What is the missing dimension that turns prayer requests into answers?
What does "the missing dimension" mean?
http://www.englishforums.com/English...st.htm#1343618
Last edited by sitifan; 28-Jul-2011 at 02:51.
You have your answer in the link you quoted.
I doubt anybody can usefully add to that.
Rover
I'll try.
This stylistic addition, as CSnyder calls it, is not completely devoid of meaning. Imagine a man, Mr Flatts is his name, who can perceive only two of the three dimensions we, lucky ones, can see. His entire world is like a sheet of paper. A fly sits on this sheet of paper too. It gets bored however, and soon it flies away, but only to return a minute later and sit on the sheet of paper again, but in another place. Poor Mr Flatts thinks a miracle has happened. He couldn't perceive the fly between the moment it flew away and the moment it came back. He thinks the fly miraculously translocated, but it's not true.
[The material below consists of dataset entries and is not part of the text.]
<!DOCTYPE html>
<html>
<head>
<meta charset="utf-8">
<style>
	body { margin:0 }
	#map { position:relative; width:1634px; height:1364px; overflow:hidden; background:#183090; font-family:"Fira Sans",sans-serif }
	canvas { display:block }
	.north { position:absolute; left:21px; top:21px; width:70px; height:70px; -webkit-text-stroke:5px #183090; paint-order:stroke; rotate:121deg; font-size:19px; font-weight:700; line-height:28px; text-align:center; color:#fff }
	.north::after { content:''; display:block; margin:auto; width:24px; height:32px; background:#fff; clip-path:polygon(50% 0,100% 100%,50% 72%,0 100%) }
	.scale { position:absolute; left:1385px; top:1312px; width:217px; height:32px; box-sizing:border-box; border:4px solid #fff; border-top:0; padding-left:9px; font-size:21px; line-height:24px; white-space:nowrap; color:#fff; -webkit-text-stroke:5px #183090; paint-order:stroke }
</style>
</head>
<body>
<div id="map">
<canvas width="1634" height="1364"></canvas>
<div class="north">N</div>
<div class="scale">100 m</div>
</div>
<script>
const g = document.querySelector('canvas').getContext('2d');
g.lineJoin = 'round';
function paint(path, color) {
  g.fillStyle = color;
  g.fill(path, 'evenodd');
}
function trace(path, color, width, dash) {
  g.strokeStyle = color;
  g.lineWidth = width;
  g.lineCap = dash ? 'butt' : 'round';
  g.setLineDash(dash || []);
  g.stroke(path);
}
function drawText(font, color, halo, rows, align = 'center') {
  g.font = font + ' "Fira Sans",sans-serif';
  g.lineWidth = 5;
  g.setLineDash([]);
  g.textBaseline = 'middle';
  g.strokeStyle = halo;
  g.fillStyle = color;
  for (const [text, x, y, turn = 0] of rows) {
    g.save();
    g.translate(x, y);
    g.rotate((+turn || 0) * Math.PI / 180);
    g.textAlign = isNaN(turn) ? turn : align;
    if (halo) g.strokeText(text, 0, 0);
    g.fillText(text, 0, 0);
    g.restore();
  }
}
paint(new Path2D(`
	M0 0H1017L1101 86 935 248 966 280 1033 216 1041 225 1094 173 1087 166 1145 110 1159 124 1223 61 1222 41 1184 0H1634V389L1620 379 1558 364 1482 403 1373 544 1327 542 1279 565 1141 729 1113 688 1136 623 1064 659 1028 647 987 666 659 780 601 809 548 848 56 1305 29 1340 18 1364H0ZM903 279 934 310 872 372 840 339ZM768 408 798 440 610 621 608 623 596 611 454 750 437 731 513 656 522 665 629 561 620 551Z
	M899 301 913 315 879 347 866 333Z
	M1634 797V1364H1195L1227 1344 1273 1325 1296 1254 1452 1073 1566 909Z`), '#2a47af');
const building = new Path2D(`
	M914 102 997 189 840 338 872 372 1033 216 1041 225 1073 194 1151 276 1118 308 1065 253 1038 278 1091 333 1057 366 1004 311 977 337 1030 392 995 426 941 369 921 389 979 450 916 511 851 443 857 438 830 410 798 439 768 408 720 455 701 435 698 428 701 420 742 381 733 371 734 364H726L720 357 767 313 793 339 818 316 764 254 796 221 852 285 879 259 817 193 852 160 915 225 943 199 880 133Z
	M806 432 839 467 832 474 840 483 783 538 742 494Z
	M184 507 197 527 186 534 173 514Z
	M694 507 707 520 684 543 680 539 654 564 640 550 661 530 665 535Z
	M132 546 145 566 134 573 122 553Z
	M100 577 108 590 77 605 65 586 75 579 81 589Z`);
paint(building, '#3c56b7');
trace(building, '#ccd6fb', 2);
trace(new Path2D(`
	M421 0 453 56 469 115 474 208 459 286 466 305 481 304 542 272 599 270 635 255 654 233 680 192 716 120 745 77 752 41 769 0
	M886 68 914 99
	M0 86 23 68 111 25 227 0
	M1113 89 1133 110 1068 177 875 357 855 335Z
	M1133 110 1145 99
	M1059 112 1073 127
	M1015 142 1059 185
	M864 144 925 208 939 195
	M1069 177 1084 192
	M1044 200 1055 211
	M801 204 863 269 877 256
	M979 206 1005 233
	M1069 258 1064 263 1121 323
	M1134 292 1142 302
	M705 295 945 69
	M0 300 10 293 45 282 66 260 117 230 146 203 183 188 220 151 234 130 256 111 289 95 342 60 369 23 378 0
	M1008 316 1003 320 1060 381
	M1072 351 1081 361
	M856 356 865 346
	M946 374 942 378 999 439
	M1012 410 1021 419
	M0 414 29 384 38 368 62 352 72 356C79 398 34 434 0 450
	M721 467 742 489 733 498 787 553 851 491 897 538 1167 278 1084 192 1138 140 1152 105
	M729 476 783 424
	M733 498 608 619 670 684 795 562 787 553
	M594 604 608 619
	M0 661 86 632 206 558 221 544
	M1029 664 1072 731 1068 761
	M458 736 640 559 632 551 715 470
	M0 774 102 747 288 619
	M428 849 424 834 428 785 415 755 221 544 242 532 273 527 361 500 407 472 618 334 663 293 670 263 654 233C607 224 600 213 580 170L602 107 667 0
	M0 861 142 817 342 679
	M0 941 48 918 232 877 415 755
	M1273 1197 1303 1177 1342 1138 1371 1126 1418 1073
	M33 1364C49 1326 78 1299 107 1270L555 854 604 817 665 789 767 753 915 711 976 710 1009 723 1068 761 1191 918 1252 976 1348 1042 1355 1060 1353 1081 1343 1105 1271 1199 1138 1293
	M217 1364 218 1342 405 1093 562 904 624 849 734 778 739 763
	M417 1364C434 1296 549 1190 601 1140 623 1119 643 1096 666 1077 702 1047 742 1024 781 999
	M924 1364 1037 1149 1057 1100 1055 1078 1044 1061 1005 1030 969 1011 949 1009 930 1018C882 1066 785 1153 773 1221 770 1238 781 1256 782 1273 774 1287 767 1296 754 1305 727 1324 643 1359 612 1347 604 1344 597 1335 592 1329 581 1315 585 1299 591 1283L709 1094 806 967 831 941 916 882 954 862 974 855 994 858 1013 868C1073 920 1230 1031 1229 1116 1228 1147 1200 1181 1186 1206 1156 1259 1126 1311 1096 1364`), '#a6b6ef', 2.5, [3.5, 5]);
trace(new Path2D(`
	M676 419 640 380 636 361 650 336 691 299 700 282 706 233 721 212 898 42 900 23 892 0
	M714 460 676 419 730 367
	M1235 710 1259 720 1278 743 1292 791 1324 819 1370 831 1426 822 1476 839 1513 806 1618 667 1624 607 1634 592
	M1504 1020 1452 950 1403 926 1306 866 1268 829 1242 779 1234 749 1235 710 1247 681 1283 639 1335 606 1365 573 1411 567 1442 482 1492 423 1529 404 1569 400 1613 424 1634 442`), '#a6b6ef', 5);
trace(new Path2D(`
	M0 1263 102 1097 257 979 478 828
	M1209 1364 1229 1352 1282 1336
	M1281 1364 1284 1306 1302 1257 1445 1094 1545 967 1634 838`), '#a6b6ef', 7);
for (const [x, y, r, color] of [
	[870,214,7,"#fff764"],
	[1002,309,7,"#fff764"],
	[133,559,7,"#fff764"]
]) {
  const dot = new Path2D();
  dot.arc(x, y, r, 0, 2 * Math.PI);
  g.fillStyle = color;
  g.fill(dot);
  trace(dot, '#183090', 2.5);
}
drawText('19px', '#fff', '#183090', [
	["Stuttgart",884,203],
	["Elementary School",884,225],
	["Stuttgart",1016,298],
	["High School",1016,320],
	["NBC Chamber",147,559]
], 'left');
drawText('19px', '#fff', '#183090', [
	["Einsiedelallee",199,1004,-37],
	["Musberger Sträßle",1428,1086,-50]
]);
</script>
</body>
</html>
The fly just moved in the "missing" third dimension.
This is why additional dimensions are sometimes used as an explanation (usually jocular) of miraculous (often not seriously) events. For example, "My keys have disappeared. Checking all the dimensions of my purse may take a while." Or your example.
True. When I was doing my chemistry degree we studied quantum mechanics (it really belongs to us more than those .... other people in .... physics) we learnt about anti-orbitals which actually depend on bizarre theory (square roots of i) and yet they explained smell itself. Yes, smell.
I'll probably regret having asked but, what's a square root of i? Does i stand for a number?
Hedwig
Comfy and cosy in her 3D world.![]()
Yes, i is the square root of negative 1, an impossibility in classical mathematics, but a reality in chemistry.
Complex number - Wikipedia, the free encyclopedia
The ignorance of some people astounds me. I knew the answer to that before I could walk, nay, before I was born, even.
Question Corner -- What is the Square Root of i?
If you have any problems with that, um, well, um - ask somebody else.
Yes, i is a number, but it isn't a real number, but an imaginary number. There are two sqaure roots of i, which you can see here.
PS: 5jj was faster, but maybe you'll find my first two links useful.